* _Your assignment_: Find the lines below that contain the string "position". Copy each one.

* _Provided material_:
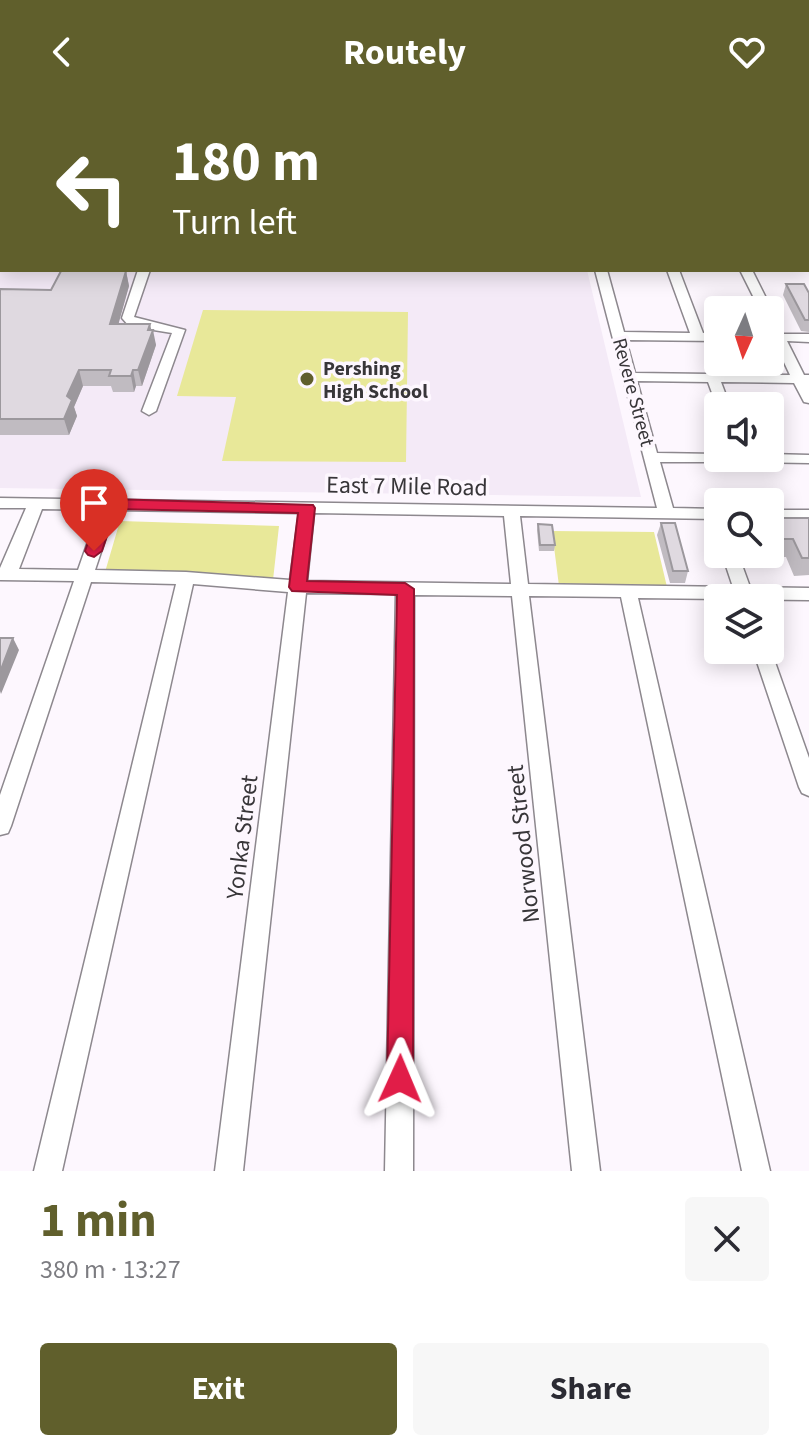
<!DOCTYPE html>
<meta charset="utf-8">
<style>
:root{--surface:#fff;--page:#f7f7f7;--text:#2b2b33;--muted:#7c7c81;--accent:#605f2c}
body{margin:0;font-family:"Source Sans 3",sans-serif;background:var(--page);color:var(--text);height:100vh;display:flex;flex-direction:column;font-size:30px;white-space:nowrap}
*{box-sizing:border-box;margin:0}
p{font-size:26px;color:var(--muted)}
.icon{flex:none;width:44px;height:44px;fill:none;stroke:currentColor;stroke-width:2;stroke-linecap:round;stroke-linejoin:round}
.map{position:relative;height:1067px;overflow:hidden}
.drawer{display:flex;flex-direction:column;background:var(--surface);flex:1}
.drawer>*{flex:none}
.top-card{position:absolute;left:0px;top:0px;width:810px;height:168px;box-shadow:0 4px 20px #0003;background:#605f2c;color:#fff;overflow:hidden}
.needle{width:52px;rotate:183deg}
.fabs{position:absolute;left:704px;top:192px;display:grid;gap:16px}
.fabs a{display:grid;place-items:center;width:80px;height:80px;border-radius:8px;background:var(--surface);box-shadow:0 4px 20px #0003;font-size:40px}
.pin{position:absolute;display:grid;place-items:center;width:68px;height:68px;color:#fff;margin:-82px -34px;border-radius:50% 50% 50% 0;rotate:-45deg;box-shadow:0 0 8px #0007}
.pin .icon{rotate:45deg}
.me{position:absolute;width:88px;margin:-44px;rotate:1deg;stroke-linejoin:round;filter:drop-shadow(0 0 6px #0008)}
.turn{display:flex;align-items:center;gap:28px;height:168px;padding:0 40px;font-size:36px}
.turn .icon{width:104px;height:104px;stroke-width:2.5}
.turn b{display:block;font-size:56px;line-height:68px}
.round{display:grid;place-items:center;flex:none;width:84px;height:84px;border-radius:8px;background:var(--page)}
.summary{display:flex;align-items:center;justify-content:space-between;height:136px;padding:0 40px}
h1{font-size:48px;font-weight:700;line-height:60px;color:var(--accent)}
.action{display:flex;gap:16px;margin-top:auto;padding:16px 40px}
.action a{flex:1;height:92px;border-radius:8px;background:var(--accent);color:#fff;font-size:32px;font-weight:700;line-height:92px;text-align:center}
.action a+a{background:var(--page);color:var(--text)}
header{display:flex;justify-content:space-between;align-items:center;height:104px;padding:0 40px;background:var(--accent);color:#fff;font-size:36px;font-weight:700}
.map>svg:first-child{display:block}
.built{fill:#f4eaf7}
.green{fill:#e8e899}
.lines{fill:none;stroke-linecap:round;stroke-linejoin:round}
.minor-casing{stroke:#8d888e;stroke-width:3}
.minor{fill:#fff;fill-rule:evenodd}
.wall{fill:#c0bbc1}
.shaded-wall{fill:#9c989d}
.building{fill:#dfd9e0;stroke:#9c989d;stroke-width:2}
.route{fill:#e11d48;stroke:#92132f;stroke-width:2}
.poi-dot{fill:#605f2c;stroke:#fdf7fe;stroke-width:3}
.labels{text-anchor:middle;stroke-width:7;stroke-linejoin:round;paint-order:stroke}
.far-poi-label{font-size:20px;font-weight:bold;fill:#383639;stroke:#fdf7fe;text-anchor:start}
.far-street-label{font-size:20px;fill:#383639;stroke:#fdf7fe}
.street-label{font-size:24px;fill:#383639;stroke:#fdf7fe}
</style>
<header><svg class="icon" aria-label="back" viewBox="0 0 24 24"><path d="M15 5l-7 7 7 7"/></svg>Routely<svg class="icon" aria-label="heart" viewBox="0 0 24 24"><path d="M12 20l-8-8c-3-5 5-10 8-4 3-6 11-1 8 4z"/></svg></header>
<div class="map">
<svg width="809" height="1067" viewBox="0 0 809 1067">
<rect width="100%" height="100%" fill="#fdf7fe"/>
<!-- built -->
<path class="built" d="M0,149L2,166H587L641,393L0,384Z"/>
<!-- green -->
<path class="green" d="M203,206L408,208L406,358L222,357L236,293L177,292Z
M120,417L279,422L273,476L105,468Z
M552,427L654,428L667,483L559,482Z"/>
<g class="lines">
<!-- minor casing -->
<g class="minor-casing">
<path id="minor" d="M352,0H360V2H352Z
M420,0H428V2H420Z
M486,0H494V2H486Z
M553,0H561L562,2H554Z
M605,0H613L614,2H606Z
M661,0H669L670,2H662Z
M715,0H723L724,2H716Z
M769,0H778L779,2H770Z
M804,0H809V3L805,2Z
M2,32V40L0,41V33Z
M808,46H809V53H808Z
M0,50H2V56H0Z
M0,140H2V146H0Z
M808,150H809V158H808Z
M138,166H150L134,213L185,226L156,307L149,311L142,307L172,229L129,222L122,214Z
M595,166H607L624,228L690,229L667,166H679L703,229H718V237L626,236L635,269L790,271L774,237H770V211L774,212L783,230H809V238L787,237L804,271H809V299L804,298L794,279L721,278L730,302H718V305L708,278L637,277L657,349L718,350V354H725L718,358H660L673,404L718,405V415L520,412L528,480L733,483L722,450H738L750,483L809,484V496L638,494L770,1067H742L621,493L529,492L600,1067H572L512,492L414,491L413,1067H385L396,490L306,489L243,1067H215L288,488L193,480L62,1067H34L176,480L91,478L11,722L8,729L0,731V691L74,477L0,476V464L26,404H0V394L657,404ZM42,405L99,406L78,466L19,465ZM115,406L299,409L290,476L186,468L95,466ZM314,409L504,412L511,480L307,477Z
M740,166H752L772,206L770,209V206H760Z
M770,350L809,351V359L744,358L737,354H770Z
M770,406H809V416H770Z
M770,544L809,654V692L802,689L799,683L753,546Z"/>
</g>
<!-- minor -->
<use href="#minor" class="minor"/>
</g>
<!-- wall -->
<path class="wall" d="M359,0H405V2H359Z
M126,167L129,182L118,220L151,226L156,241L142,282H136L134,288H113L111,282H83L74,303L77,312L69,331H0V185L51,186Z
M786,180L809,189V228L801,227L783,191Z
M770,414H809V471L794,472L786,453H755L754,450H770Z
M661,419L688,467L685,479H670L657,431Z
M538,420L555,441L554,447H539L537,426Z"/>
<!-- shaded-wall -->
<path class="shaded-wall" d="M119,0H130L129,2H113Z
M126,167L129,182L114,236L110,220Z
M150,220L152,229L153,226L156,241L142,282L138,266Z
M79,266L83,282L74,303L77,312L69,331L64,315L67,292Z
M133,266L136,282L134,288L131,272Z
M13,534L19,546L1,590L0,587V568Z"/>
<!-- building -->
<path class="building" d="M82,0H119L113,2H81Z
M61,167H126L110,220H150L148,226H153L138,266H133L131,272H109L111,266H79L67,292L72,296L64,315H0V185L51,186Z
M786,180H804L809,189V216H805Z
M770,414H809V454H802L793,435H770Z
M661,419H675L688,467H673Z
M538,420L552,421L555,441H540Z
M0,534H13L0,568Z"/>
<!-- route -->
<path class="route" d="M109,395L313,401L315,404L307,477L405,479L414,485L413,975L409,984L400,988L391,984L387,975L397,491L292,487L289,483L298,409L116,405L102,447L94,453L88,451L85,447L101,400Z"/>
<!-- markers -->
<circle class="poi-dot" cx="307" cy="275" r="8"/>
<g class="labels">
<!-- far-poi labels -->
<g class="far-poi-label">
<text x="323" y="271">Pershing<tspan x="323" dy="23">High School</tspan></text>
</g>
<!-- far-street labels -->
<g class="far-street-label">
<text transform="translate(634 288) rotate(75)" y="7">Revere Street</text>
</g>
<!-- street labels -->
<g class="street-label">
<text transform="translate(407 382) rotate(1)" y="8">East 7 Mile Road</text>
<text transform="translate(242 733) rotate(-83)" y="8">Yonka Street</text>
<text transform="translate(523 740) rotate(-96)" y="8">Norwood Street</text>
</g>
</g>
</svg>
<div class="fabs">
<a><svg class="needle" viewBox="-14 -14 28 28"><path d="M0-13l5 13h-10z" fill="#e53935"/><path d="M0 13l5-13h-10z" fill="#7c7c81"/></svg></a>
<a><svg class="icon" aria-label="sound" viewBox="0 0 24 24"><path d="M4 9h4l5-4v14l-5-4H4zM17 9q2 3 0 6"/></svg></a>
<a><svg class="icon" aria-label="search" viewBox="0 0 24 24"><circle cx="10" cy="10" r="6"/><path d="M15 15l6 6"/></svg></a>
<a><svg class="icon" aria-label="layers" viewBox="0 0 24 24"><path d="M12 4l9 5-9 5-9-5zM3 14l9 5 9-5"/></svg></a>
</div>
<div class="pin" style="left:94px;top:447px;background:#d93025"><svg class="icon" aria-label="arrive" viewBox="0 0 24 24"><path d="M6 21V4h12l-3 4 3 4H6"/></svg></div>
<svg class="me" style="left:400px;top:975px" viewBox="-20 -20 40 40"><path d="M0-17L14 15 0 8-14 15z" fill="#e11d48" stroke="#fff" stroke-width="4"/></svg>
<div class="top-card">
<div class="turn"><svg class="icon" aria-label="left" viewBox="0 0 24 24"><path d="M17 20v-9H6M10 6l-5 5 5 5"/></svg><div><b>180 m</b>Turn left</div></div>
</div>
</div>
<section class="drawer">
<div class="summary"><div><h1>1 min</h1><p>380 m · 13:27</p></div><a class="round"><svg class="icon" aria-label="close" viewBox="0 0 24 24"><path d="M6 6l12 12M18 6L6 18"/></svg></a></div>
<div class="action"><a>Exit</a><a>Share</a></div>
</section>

* _Task output_:
.map{position:relative;height:1067px;overflow:hidden}
.top-card{position:absolute;left:0px;top:0px;width:810px;height:168px;box-shadow:0 4px 20px #0003;background:#605f2c;color:#fff;overflow:hidden}
.fabs{position:absolute;left:704px;top:192px;display:grid;gap:16px}
.pin{position:absolute;display:grid;place-items:center;width:68px;height:68px;color:#fff;margin:-82px -34px;border-radius:50% 50% 50% 0;rotate:-45deg;box-shadow:0 0 8px #0007}
.me{position:absolute;width:88px;margin:-44px;rotate:1deg;stroke-linejoin:round;filter:drop-shadow(0 0 6px #0008)}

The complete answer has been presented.